In the entries below, find each line with the word "Robshaw" and return it.
Dataset section start
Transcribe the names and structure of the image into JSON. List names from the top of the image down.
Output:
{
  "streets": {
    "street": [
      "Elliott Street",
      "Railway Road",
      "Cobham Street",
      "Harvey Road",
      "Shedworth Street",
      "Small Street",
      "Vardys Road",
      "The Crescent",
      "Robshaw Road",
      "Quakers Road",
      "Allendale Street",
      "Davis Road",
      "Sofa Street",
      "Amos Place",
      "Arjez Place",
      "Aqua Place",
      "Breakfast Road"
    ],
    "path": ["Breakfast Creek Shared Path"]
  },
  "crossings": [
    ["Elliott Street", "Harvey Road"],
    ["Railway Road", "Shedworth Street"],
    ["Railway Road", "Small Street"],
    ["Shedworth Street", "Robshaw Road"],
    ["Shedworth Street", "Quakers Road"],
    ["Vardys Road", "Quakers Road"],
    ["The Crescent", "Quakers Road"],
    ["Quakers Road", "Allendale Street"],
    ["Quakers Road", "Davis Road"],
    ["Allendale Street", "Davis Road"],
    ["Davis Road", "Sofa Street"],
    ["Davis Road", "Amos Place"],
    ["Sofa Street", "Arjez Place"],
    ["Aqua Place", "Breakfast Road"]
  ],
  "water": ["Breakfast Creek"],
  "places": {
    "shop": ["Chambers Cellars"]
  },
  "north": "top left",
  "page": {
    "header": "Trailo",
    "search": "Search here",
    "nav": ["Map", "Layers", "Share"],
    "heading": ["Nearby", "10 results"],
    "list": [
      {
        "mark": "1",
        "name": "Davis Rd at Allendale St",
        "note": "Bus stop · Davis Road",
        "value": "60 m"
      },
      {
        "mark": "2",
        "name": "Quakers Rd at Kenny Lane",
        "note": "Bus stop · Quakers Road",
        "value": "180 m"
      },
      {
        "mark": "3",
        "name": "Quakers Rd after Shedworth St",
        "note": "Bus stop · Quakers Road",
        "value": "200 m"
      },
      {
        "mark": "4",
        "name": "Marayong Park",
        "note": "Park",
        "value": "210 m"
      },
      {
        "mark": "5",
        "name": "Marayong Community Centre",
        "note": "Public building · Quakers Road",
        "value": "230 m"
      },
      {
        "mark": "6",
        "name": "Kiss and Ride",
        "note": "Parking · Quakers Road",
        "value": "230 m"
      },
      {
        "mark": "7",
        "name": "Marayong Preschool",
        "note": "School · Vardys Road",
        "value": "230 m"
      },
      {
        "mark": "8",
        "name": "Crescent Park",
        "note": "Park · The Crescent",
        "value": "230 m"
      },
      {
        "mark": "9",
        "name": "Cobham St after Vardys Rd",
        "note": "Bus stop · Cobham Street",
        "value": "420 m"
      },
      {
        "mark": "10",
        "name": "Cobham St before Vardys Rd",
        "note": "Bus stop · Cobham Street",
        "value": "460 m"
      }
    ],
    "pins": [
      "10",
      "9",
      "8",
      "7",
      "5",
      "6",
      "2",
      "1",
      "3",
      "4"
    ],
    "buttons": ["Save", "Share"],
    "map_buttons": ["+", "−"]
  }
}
Dataset section end
**Reply to the exercise**
      "Robshaw Road",
    ["Shedworth Street", "Robshaw Road"],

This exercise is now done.